The area of logistics services is added to the infrastruc­ture and suprastructure. Our subsidiary, duisport agency, is successfully developing tailored logistic hin­ter­land concepts for our customers’ transport chains as well as marketing and sales concepts. Duisport is also offering its expertise on an international scale, most recently in Brazil and the United Arab Emirates. There the duisport experts developed a hinterland concept for extending the port of Jebel Ali in Dubai, which is to become the logis­­tics hub for the entire region.

Because logistics and production are growing closer together in this globalised world, the spectrum of a mod­­ern port operator also includes its own packaging logis­­tics, which we have merged into our duisport packing logistics subsidiary. This company is currently working on numerous national and international logistics hubs such as in Antwerp, China or India. The company is among the market leaders in the area of industrial and export packaging for mechanical and plant engineering.

Therefore, one can say that Duisburg’s port has reinvented itself over the past years. Traditional goods such as coal, iron and steel lost market shares in goods handling, while the importance of chemical products, machines and industrial plants, food and products for the information technology sector increased. Leading logistics companies have established themselves here: world market leader Kühne + Nagel has its largest site in the world here, Japan’s NYK/Yusen Logistics is currently ex­­panding its strongest location in Europe. DHL, DB Schenker or CMA CGM also appreciate Duisburg’s port. And be­­cause industrial production and logistics services are in­­creasingly moving closer together, it is possible for compa­­nies located at the world’s largest inland port to offer its industrial customers order picking, packaging and distri­­bution of goods all over Europe much more frequently. Major brands such as Hewlett Packard, Johnson & John­­son, Danone Waters, Siemens or Mitsubishi take advan­­tage of these options.
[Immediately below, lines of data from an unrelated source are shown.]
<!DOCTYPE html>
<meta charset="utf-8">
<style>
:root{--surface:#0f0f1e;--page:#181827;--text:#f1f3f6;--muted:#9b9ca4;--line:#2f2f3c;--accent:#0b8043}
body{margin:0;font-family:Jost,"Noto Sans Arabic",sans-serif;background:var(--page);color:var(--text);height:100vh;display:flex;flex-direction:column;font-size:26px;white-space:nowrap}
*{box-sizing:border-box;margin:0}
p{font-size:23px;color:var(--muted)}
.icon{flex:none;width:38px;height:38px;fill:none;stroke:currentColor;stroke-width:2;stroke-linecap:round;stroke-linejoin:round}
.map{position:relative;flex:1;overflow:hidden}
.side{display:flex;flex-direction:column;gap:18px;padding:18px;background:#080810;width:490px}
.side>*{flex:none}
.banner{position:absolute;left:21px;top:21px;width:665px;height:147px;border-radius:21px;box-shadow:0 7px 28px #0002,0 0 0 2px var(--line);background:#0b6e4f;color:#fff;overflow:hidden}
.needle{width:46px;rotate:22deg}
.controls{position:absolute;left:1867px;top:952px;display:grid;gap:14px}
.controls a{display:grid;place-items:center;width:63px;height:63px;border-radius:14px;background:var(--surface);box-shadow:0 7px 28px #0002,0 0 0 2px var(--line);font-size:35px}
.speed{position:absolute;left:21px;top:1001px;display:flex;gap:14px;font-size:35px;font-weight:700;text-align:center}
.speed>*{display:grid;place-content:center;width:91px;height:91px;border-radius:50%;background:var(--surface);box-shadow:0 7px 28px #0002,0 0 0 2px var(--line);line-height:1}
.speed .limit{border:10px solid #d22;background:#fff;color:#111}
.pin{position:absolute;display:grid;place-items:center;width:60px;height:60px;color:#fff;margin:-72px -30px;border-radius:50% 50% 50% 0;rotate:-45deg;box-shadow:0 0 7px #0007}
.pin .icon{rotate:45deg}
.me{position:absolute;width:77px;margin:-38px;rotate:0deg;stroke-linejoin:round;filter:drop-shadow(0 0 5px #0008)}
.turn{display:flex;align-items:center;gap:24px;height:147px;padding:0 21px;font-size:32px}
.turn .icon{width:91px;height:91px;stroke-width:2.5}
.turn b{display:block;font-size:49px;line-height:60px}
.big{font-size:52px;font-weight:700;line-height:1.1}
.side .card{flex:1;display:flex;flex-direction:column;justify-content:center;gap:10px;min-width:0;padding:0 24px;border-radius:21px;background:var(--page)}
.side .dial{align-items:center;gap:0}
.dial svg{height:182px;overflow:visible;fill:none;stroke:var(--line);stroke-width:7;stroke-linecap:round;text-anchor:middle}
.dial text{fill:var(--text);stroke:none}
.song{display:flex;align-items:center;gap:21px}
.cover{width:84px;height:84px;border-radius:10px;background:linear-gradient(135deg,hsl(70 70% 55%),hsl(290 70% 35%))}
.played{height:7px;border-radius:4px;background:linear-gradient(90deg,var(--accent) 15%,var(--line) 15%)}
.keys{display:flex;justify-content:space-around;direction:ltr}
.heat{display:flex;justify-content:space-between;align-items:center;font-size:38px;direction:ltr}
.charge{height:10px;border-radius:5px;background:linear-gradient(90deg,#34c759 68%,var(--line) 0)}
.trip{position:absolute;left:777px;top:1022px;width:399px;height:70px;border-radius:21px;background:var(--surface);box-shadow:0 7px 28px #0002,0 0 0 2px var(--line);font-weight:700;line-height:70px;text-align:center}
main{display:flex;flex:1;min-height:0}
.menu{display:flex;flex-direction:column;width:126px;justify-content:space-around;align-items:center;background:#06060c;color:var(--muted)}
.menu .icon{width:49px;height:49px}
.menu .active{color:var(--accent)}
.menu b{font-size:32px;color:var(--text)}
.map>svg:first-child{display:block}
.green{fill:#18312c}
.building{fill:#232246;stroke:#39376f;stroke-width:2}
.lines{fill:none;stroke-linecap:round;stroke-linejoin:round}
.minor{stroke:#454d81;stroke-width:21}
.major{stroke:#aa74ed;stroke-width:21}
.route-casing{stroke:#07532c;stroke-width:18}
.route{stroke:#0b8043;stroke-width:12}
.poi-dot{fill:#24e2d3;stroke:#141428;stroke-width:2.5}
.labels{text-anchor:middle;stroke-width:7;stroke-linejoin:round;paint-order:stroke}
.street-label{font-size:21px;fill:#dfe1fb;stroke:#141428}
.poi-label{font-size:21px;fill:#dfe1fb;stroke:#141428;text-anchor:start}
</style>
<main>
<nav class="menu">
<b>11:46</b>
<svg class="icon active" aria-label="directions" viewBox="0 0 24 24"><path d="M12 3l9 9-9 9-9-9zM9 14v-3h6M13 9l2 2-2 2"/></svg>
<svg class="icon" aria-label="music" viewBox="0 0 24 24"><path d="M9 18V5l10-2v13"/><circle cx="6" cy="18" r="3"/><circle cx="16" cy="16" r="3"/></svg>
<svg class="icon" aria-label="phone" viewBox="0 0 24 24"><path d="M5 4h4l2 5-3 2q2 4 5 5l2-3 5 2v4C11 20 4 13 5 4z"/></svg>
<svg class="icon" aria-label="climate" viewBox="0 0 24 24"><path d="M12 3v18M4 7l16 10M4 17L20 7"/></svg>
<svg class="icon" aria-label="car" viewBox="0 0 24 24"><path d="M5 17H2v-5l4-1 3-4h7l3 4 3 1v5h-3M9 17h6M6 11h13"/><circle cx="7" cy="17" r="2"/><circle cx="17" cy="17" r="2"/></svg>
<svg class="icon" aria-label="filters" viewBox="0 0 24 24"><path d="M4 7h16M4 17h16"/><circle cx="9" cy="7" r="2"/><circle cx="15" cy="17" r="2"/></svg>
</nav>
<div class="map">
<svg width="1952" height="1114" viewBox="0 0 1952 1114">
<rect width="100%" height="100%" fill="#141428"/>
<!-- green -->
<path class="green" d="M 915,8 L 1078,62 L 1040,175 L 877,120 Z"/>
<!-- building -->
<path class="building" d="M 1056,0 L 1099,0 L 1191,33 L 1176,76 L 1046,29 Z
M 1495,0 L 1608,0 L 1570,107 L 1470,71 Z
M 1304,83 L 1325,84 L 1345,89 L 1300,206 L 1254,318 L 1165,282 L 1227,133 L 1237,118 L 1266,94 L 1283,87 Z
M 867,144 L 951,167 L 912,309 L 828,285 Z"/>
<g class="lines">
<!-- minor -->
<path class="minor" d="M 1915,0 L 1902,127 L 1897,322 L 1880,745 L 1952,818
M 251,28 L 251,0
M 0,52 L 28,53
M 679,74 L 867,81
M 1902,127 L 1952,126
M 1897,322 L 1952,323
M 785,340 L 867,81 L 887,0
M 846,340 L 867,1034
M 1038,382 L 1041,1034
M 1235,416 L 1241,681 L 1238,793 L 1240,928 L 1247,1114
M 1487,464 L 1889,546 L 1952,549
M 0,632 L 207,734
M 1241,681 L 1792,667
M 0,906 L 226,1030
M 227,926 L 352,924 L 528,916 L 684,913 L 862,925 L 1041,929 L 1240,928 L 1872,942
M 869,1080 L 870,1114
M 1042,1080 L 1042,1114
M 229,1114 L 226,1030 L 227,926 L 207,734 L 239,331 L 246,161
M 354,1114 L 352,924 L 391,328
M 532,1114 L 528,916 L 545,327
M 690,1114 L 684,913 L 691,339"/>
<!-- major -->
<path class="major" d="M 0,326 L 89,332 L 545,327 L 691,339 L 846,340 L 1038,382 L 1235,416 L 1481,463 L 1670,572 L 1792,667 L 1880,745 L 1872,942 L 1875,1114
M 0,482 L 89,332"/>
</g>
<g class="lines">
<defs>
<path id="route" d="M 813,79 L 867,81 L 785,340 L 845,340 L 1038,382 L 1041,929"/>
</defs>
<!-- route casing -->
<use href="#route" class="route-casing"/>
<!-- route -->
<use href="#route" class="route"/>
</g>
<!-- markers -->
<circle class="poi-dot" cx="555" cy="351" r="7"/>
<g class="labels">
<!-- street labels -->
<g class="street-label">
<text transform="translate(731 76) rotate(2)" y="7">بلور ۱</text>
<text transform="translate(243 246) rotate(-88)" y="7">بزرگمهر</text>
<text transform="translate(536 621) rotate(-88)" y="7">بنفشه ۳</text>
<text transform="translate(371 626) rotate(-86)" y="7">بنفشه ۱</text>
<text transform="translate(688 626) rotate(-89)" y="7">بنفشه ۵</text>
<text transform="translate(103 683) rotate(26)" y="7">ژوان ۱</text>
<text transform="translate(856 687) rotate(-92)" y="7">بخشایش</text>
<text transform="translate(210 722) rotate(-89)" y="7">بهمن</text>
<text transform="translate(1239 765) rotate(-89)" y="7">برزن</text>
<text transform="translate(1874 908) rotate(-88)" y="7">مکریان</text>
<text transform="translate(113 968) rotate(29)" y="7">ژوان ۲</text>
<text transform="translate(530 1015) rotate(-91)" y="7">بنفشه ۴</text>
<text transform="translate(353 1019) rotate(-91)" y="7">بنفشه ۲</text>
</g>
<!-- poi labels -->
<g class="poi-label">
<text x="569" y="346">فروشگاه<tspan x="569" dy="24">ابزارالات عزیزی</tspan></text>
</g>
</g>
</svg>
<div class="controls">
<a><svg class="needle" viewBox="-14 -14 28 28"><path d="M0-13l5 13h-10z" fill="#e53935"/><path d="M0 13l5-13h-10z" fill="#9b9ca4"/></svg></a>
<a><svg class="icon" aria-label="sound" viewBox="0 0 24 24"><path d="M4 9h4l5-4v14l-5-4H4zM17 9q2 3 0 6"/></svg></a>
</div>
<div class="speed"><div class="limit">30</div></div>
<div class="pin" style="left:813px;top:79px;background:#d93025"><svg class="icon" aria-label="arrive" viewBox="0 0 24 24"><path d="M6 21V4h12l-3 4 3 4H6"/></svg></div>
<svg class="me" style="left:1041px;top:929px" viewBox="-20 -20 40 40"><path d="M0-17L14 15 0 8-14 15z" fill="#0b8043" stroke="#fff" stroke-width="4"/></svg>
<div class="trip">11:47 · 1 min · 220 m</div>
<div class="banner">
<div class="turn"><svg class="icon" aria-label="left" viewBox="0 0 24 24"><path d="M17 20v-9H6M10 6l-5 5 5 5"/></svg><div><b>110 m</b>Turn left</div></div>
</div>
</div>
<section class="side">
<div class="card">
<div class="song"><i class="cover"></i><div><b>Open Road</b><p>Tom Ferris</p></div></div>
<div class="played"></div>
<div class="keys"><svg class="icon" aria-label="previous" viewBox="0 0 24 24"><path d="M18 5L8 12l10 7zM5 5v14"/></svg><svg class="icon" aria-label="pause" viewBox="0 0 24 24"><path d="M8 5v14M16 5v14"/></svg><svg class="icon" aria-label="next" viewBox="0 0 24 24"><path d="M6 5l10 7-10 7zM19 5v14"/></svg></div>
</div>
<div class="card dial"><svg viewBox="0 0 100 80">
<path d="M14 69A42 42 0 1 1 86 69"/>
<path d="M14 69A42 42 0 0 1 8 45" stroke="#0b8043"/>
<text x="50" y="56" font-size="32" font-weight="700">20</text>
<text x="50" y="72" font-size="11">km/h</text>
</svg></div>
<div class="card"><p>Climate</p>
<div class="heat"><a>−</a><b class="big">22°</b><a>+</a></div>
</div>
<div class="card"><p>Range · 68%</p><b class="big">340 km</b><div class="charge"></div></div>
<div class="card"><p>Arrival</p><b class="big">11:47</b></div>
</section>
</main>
Germany’s key sector also appreciates the quality provided by the Duisburg port. In 2013, Audi AG established its largest logistics centre in the world in Duisburg. Here, components for many different Audi models delivered by German suppliers are picked, packed and shipped. The components are intended for the production lines in international Audi plants in Asia and soon in Mexico. In April 2014 Volkswagen added a logistics centre for automotive com­­ponents, which are also to be shipped around the world from Duisburg. More than 700 employees will be working for the two auto brands here – another exam­ple for logistics as a job motor which has been established in and around the Port of Duisburg.

The author Erich Staake was born in Hildesheim in 1953. He is CEO of Duis­­burger Hafen AG (duisport). In addition, he is chairman of the board of man­age­­ment of serveral subsidiaries. The Diplom­kaufmann (MBA) worked as manager for Bertels­mann AG among others.